**Given entries:**
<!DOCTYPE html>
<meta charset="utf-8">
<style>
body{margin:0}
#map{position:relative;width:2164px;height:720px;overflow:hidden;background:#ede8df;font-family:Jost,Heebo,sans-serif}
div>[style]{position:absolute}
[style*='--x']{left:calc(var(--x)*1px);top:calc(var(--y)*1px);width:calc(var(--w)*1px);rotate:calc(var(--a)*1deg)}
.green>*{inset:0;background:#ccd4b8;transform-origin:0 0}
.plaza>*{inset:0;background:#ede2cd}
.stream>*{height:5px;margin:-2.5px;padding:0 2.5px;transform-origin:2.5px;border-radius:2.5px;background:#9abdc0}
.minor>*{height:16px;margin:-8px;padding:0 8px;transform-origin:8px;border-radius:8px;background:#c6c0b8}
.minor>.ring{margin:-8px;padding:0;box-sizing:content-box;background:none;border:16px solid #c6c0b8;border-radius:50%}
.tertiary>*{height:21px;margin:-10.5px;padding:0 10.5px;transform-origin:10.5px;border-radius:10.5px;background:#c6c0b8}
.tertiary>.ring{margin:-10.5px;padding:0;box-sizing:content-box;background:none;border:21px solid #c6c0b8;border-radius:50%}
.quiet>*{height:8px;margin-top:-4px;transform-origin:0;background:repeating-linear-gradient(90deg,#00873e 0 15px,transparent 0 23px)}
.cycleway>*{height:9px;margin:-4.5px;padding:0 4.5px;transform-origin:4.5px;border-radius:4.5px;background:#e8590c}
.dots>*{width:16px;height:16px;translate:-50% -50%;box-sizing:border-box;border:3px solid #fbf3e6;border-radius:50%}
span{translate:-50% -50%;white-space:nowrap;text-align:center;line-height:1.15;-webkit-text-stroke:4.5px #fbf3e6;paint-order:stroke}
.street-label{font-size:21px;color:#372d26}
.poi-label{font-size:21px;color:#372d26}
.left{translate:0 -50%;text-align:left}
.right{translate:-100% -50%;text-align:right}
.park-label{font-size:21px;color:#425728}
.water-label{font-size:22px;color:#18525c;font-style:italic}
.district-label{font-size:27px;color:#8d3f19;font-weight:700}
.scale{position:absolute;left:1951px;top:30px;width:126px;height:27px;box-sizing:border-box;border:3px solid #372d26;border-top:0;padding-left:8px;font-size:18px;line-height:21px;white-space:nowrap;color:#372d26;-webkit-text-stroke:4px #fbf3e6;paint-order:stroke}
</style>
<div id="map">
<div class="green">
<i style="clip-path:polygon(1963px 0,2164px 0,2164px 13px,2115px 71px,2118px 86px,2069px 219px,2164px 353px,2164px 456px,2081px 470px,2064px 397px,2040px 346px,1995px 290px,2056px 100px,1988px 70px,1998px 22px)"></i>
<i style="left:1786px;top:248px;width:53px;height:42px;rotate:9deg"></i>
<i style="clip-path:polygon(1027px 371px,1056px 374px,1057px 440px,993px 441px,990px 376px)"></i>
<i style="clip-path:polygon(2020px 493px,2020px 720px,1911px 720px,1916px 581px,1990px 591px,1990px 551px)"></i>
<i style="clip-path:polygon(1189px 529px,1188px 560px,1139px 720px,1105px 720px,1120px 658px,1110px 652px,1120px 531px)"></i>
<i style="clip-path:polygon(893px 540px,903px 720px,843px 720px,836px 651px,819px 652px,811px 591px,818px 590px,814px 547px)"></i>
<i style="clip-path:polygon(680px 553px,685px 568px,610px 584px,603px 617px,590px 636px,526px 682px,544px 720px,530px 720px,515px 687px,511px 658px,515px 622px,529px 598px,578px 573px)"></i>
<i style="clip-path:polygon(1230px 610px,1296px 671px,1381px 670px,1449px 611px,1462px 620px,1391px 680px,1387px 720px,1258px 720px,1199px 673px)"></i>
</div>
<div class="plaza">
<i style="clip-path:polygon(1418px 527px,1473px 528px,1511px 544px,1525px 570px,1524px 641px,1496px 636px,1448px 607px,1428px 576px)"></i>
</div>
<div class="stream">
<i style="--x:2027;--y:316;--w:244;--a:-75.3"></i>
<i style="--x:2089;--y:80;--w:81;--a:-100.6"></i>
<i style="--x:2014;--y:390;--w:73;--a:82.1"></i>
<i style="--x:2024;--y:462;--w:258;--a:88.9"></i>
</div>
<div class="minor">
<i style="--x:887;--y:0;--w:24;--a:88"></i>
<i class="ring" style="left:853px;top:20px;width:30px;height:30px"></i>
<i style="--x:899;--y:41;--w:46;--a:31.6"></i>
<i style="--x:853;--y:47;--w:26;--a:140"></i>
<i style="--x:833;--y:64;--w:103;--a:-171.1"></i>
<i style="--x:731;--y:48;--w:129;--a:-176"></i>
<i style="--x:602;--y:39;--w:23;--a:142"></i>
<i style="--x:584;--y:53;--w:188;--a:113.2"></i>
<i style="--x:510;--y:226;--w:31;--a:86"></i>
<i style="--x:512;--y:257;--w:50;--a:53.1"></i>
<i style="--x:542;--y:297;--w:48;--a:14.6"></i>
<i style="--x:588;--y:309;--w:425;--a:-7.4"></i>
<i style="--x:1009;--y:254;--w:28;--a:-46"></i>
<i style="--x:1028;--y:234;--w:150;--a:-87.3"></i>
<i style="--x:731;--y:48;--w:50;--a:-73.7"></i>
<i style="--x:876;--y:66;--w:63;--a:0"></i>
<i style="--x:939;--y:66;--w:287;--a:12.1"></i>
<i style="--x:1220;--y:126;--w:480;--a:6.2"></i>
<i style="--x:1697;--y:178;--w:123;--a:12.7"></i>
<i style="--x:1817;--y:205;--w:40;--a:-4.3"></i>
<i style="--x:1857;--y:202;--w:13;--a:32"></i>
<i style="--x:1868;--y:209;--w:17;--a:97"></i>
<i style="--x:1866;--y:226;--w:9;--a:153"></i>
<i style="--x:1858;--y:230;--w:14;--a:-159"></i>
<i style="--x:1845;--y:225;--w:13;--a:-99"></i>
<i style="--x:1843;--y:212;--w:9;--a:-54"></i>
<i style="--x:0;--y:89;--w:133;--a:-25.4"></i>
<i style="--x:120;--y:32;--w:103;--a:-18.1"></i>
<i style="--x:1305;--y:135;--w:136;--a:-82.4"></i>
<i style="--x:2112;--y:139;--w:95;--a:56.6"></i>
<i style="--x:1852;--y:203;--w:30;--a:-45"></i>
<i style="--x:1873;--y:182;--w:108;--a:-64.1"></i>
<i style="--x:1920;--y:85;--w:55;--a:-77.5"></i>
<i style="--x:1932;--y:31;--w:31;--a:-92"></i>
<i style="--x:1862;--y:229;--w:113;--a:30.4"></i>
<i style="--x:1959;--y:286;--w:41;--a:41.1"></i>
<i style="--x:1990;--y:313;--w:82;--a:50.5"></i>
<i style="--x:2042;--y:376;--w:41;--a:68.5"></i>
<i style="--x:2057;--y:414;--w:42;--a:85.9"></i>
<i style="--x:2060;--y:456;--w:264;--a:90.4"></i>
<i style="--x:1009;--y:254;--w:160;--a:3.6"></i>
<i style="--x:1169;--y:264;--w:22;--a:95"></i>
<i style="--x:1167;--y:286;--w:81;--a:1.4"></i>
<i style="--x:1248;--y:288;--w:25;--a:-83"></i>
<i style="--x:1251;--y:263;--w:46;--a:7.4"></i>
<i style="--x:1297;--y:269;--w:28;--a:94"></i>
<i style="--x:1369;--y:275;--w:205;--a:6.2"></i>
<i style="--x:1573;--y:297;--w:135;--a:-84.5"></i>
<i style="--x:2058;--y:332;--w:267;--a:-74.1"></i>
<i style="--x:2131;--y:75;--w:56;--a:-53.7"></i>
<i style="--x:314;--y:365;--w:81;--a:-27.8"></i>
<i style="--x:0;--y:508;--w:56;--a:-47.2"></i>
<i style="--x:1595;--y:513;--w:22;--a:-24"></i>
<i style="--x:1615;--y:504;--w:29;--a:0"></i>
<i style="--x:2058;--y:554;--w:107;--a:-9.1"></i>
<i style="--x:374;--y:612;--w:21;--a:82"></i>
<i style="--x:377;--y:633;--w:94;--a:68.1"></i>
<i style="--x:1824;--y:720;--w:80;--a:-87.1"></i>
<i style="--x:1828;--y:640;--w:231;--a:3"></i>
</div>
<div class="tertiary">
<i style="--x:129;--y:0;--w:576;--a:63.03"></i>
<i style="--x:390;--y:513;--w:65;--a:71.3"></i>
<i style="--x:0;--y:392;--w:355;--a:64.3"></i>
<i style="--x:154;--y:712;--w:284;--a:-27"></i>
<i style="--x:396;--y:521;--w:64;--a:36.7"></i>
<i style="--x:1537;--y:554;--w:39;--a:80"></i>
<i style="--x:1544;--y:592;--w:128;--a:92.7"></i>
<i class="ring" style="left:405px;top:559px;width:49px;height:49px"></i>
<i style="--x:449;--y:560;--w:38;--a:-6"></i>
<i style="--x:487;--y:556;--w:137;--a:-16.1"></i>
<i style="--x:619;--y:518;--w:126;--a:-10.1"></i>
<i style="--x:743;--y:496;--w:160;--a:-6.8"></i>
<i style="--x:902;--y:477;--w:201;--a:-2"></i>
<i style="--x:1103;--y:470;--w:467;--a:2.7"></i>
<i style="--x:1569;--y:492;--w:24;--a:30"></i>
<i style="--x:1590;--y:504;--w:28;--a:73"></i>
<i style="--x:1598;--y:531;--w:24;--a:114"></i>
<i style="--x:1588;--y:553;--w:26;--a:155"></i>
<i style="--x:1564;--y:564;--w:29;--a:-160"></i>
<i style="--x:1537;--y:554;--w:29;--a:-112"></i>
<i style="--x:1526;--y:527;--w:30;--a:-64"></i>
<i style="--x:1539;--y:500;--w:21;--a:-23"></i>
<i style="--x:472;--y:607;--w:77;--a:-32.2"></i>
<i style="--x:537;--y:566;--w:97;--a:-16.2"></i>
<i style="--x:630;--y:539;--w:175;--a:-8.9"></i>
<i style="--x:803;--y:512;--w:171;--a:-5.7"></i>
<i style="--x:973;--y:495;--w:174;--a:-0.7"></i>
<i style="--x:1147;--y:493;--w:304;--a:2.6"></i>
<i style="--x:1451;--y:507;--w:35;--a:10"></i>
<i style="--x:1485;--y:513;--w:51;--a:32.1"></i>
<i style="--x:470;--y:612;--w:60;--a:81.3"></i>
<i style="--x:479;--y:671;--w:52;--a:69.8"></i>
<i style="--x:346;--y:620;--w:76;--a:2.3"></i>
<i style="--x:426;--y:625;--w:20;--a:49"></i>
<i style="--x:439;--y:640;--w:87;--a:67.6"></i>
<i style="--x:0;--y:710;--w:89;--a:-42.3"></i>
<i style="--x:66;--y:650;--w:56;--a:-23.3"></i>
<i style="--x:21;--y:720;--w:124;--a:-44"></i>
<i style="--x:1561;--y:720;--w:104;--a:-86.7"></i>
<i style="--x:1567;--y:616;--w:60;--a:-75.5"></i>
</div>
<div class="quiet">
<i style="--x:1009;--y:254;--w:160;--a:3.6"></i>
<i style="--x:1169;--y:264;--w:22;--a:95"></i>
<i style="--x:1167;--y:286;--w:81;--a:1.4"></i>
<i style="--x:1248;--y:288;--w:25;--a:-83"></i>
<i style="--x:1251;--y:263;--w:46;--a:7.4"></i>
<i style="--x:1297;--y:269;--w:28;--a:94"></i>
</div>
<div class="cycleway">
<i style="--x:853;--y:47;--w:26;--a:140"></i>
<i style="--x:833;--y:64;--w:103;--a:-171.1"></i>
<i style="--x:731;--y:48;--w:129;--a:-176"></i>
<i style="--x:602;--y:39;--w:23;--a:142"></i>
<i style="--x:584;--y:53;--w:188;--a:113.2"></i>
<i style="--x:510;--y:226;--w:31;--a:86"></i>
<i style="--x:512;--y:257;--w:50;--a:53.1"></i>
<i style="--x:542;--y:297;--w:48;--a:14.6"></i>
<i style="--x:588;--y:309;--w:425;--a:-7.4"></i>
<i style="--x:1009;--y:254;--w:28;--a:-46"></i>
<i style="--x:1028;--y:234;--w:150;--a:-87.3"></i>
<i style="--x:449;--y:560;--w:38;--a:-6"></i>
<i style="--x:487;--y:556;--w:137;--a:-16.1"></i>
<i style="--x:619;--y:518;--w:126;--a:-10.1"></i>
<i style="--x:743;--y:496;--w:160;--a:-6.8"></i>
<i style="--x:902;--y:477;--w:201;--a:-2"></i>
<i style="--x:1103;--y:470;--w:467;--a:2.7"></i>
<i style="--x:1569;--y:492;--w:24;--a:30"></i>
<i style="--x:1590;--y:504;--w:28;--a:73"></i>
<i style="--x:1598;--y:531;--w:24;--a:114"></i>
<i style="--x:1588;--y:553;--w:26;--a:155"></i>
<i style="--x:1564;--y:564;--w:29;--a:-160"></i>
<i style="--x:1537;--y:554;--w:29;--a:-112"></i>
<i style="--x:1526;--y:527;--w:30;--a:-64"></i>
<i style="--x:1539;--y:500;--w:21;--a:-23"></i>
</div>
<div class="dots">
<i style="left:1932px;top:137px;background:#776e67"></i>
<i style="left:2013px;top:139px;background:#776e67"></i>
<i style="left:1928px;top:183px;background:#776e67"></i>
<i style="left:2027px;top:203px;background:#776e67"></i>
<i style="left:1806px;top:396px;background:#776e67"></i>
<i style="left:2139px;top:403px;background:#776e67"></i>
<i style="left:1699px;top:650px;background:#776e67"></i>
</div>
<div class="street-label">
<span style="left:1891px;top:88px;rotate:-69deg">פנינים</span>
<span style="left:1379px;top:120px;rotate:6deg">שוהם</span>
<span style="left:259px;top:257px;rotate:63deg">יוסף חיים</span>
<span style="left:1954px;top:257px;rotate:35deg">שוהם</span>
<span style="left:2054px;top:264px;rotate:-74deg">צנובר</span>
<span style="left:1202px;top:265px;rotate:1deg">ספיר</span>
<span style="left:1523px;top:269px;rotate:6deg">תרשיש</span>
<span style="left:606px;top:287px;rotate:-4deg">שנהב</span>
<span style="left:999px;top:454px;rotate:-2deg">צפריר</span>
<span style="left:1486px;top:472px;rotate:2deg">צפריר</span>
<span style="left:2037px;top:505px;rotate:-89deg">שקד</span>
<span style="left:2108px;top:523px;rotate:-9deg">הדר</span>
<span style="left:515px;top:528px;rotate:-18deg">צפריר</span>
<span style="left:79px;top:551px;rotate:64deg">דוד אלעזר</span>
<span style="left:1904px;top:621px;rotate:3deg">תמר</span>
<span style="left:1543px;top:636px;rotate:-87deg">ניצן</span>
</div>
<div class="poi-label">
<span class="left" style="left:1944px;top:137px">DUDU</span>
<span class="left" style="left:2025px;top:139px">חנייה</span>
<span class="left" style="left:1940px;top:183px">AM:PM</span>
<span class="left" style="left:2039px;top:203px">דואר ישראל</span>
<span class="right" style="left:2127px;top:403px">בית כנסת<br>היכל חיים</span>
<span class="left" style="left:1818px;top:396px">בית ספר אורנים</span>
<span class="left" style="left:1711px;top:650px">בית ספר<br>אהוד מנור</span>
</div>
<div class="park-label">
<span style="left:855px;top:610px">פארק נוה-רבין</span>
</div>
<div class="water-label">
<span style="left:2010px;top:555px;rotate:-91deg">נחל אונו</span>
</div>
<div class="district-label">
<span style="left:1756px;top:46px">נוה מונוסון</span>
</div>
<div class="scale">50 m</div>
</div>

**Exercise prompt:**
Go through the material above and state how many lines hold the word "green". Give only the number.

**Problem solution:**
2